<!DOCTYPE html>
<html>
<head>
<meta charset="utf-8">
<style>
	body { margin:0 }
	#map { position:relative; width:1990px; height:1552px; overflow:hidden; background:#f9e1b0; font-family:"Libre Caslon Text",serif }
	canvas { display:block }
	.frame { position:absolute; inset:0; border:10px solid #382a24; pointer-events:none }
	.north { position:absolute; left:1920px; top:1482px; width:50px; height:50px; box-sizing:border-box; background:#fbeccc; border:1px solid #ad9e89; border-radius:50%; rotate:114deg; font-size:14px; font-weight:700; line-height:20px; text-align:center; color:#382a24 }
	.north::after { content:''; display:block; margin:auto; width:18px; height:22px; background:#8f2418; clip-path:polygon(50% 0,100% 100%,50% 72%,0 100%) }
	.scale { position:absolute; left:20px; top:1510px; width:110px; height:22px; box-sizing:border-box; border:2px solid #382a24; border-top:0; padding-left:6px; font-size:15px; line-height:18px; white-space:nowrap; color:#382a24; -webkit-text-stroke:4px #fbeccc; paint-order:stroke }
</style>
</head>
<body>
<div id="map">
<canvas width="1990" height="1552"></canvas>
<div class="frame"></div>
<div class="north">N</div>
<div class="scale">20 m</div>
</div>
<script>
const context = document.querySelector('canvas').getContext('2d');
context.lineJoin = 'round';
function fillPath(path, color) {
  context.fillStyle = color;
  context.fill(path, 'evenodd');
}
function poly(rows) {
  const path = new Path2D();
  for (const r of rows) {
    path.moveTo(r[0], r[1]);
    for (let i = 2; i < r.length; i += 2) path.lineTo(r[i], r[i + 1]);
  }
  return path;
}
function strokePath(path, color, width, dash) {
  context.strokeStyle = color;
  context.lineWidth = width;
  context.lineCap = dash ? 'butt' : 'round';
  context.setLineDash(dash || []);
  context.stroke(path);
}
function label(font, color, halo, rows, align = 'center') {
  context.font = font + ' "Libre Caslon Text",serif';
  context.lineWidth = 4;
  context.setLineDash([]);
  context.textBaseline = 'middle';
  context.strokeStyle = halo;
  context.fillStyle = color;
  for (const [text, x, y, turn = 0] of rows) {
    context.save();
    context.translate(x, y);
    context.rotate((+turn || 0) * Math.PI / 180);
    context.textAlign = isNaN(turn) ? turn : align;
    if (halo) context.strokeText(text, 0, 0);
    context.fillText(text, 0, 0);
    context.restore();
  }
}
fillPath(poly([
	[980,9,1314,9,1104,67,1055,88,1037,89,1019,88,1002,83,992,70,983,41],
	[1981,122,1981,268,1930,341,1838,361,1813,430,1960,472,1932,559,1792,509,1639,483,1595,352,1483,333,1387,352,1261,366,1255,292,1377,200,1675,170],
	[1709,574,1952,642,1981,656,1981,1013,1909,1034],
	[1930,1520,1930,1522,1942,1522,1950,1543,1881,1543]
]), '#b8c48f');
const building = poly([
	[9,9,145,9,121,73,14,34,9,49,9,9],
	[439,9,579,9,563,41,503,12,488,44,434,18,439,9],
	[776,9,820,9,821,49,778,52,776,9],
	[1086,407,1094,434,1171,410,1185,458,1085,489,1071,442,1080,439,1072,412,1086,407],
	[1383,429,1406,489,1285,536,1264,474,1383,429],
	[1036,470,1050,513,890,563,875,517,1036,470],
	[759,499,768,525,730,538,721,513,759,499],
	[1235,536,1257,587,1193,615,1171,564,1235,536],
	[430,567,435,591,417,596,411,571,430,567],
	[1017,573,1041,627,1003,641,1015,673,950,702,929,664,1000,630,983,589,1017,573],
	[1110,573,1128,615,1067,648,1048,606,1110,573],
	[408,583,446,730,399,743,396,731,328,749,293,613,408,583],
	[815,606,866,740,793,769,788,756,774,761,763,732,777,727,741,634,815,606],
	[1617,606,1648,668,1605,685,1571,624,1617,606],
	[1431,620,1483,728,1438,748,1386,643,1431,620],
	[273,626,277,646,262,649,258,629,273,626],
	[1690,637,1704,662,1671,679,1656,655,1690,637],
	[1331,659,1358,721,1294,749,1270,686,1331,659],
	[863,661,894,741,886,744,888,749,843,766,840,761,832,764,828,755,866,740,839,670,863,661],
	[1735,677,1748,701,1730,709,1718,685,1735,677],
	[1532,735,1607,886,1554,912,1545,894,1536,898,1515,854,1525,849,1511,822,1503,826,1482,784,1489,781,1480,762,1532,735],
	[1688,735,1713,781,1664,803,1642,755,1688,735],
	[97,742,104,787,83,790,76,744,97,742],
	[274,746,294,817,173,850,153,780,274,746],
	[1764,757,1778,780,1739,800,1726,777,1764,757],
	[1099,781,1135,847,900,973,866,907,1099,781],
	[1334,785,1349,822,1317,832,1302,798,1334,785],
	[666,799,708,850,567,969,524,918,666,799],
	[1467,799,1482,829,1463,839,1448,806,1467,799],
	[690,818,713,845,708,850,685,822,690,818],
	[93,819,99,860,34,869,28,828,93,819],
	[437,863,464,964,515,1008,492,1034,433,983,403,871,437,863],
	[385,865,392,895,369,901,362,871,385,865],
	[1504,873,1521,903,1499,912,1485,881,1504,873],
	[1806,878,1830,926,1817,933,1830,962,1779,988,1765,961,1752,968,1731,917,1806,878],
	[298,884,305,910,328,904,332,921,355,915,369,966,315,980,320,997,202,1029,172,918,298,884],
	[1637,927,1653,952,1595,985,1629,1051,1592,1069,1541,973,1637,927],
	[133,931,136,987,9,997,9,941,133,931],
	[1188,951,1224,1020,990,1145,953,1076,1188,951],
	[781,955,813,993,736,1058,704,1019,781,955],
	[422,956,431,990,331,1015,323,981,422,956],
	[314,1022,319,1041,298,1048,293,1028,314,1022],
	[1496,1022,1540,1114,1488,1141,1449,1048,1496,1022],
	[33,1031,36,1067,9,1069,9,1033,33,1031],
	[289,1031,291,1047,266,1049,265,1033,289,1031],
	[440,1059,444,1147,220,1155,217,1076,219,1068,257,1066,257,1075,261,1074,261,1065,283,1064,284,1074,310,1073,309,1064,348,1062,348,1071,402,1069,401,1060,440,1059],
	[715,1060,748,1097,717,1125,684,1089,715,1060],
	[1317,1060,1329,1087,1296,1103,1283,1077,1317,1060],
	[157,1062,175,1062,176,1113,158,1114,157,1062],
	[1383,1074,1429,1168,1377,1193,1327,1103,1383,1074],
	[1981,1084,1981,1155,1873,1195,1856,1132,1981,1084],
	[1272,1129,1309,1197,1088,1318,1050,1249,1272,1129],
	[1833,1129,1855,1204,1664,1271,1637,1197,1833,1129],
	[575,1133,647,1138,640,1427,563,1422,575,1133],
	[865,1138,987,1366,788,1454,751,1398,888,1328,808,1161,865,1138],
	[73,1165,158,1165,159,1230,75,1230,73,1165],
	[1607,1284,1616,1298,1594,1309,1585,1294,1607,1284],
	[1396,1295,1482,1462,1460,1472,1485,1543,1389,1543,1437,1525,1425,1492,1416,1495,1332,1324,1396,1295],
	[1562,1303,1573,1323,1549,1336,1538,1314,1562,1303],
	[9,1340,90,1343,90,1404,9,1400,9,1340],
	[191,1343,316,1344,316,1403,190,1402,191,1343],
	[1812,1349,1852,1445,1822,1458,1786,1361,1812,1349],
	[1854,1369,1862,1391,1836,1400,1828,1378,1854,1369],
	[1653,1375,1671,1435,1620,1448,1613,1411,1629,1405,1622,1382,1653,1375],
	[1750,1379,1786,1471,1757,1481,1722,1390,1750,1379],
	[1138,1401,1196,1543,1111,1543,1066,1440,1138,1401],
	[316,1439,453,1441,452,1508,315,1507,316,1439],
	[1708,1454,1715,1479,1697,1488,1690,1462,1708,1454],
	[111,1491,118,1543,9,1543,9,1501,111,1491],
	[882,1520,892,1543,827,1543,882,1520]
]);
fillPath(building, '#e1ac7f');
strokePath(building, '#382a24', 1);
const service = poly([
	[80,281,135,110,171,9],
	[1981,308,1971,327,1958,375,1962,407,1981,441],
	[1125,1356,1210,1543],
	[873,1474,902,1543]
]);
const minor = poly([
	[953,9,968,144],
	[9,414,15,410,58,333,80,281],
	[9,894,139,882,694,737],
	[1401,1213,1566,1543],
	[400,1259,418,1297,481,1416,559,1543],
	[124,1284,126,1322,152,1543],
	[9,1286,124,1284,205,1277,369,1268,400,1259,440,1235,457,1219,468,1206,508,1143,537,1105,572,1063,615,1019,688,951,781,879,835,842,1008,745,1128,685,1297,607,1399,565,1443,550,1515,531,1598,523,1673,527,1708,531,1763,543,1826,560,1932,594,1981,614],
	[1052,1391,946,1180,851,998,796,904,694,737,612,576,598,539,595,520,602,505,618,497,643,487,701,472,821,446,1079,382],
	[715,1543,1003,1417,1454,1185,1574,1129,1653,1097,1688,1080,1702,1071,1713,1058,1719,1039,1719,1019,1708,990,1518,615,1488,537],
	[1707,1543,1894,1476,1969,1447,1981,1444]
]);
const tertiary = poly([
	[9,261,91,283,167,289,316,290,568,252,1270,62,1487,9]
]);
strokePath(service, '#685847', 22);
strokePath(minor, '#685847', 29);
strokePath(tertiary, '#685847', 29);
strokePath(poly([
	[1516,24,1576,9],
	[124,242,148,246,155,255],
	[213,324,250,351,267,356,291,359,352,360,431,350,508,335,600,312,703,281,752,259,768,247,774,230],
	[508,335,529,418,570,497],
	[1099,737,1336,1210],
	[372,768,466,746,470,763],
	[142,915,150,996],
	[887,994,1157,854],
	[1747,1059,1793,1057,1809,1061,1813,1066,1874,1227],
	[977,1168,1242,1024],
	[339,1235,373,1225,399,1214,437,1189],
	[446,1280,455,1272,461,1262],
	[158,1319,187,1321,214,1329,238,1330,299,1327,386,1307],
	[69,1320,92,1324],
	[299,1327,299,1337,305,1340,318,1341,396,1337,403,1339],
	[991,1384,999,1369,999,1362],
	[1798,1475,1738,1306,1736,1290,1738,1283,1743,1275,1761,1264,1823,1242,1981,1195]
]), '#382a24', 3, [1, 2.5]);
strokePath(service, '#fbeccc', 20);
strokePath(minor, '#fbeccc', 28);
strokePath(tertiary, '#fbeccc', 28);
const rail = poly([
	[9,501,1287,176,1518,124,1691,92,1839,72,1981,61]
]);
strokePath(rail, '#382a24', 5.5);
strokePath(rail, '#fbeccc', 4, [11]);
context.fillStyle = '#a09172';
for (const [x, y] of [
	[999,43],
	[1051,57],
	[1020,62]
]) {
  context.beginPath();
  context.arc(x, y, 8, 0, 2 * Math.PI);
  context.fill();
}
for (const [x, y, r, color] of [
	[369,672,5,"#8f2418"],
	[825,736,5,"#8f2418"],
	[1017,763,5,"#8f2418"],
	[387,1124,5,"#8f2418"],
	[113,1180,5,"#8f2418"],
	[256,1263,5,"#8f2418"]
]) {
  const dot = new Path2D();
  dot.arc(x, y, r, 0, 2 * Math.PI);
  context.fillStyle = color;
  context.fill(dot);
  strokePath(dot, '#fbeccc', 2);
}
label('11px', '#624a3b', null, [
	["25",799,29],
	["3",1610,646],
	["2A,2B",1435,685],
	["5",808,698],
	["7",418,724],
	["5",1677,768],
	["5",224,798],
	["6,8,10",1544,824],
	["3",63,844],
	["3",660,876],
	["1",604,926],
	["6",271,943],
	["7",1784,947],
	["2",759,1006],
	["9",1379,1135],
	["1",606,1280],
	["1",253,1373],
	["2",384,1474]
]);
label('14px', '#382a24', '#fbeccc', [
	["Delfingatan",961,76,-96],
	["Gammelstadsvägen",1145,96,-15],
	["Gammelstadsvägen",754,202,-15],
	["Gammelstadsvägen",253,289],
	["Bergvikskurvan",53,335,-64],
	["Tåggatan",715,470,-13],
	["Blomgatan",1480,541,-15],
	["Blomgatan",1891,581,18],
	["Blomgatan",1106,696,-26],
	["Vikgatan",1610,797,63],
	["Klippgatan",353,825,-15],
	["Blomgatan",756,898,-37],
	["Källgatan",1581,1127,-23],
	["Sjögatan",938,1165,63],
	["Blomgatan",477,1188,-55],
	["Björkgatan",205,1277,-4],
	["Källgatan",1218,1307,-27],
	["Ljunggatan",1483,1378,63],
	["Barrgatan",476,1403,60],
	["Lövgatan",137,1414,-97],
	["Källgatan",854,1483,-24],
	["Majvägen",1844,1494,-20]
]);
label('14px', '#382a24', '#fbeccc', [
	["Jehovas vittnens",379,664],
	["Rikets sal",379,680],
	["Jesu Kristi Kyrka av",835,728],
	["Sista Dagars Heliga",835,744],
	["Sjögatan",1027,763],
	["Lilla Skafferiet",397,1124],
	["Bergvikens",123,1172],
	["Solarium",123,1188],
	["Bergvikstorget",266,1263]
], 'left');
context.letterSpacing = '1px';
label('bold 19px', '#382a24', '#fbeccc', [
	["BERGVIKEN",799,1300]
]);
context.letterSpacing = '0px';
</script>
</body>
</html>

**What is expected**.
Send back an exact copy of only the lines from the line with "context.lineWidth = width;" up to and including the line with "[1930,1520,1930,1522,1942,1522,1950,1543,1881,1543]" in the data above.

**Task result**.
  context.lineWidth = width;
  context.lineCap = dash ? 'butt' : 'round';
  context.setLineDash(dash || []);
  context.stroke(path);
}
function label(font, color, halo, rows, align = 'center') {
  context.font = font + ' "Libre Caslon Text",serif';
  context.lineWidth = 4;
  context.setLineDash([]);
  context.textBaseline = 'middle';
  context.strokeStyle = halo;
  context.fillStyle = color;
  for (const [text, x, y, turn = 0] of rows) {
    context.save();
    context.translate(x, y);
    context.rotate((+turn || 0) * Math.PI / 180);
    context.textAlign = isNaN(turn) ? turn : align;
    if (halo) context.strokeText(text, 0, 0);
    context.fillText(text, 0, 0);
    context.restore();
  }
}
fillPath(poly([
	[980,9,1314,9,1104,67,1055,88,1037,89,1019,88,1002,83,992,70,983,41],
	[1981,122,1981,268,1930,341,1838,361,1813,430,1960,472,1932,559,1792,509,1639,483,1595,352,1483,333,1387,352,1261,366,1255,292,1377,200,1675,170],
	[1709,574,1952,642,1981,656,1981,1013,1909,1034],
	[1930,1520,1930,1522,1942,1522,1950,1543,1881,1543]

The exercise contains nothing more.